ED41A-0825
Dusting the Ocean with Olivine: An Effective Method for Climate Engineering?

Thursday, 17 December 2015
Poster Hall (Moscone South)
Jorina Sendel, GEOMAR Helmholtz Centre for Ocean Research Kiel, Kiel, Germany
Abstract:
As a preliminary experiment, a low-cost method to determine the capacity of water to take up carbon dioxide was used. Several factors affecting the solubility of CO2 in water were tested. Among the factors tested was the presence of olivine, a mineral used to enhance the uptake of CO2 by soils through a process called Enhanced Weathering. Literature search indicated that olivine increases the alkalinity and concentration of silicate in water and thus increasing the capacity of water to take up CO2. This, however, could not be verified with the said method. Albeit, further experiments showed that the concentration of silicate in distilled water with olivine increases if the water was acidified with CO2.

In an additional investigation, to different types of water (distilled water, Baltic seawater (15 ppt) and North Atlantic Seawater (35 ppt)), powdered olivine was added in a concentration of 1g/litre. These were treated with different concentrations of CO2 (400,800,1200 ppm) at 15°C. 400 ppm is the present concentration of CO2 in the atmosphere. Alkalinity, pH, silicate and magnesium concentrations were monitored for a period of 10 days. To test if the silicate released from the dissolution of olivine promotes the growth of phytoplankton, the diatom, Phaeodactylum tricornutum, was cultured in the Baltic seawater used for the above experiments and Chlorophyll a concentrations were measured.

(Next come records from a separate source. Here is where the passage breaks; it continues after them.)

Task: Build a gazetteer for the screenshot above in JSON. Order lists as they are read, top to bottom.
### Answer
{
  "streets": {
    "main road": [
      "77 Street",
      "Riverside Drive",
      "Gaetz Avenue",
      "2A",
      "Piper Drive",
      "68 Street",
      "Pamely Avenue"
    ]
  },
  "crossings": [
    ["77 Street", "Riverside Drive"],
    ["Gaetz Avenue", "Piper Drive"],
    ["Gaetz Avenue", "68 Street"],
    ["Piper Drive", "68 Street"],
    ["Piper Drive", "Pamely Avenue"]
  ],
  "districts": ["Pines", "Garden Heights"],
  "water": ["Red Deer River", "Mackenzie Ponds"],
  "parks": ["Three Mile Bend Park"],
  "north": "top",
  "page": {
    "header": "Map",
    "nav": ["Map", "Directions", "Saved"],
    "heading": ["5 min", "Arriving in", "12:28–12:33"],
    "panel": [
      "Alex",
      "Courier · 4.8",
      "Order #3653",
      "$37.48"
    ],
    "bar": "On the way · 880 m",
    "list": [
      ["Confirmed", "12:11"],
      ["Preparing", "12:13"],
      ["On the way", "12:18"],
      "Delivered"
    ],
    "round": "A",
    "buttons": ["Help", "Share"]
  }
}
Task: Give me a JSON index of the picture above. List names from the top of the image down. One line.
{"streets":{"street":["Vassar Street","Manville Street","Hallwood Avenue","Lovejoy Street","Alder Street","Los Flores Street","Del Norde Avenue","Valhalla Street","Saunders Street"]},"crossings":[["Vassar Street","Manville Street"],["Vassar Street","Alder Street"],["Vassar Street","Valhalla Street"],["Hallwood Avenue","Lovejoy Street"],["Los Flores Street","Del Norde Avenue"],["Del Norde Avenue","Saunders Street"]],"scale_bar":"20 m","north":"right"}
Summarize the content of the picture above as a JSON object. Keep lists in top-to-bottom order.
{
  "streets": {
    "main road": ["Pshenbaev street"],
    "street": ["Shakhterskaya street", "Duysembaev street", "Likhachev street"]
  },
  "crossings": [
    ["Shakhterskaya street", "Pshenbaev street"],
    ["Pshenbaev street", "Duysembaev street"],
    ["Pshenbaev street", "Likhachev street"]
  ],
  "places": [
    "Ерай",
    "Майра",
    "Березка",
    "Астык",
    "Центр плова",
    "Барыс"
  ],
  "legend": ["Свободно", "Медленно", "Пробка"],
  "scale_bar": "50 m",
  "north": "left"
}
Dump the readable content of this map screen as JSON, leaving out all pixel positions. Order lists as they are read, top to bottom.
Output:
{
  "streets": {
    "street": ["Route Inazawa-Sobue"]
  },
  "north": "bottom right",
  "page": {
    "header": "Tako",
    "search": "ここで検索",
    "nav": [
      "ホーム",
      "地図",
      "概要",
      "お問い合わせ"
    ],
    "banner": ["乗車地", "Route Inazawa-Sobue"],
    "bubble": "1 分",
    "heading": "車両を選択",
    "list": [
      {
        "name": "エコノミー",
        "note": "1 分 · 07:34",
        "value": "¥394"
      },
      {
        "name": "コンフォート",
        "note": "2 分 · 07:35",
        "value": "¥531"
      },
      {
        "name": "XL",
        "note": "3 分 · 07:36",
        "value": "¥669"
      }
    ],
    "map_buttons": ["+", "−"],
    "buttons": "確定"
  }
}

First results show that the effectiveness of olivine in increasing the alkalinity, pH, silicate and magnesium concentrations is limited only in the distilled water sample. This may be due to other ions in seawater which might be interfering in the dissolution of olivine. The powdered olivine sank immediately to the bottom of the containers, indicating that this does not stay long in the water column to cause any significant changes in CO2 uptake, which occurs primarily in the surface of the ocean.